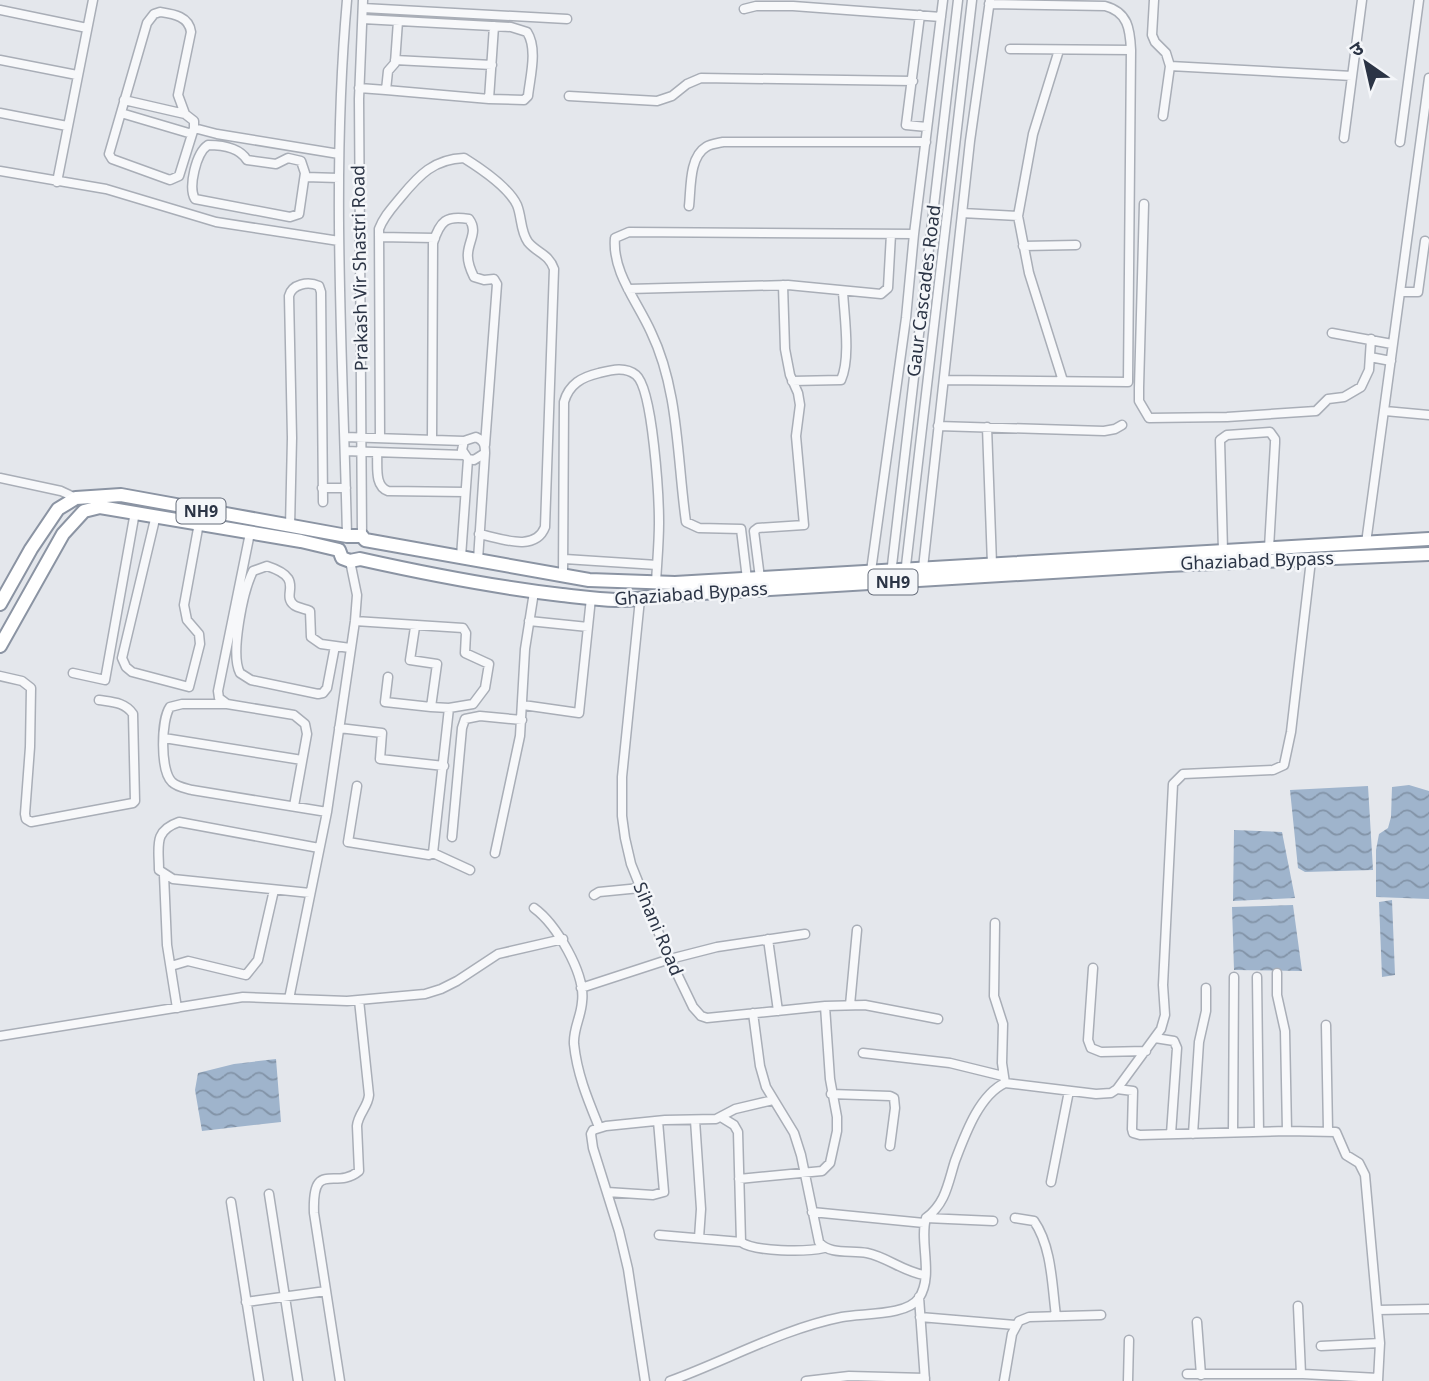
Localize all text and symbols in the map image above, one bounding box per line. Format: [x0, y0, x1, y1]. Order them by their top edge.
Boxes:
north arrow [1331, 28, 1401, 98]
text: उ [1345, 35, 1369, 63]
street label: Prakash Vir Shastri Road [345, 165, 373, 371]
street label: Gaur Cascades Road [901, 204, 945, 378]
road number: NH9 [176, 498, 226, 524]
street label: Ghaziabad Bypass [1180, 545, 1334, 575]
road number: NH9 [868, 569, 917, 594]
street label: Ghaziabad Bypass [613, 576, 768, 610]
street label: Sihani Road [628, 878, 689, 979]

···

§ **Problem details**
Line for line, restate the data above and omit every picture.

§ **Reply to the task**
Localize all text and symbols in the map image above, one bounding box per line. Format: [x0, y0, x1, y1]. Order them by their top edge.
Boxes:
north arrow [1331, 28, 1401, 98]
text: उ [1345, 35, 1369, 63]
street label: Prakash Vir Shastri Road [345, 165, 373, 371]
street label: Gaur Cascades Road [901, 204, 945, 378]
road number: NH9 [176, 498, 226, 524]
street label: Ghaziabad Bypass [1180, 545, 1334, 575]
road number: NH9 [868, 569, 917, 594]
street label: Ghaziabad Bypass [613, 576, 768, 610]
street label: Sihani Road [628, 878, 689, 979]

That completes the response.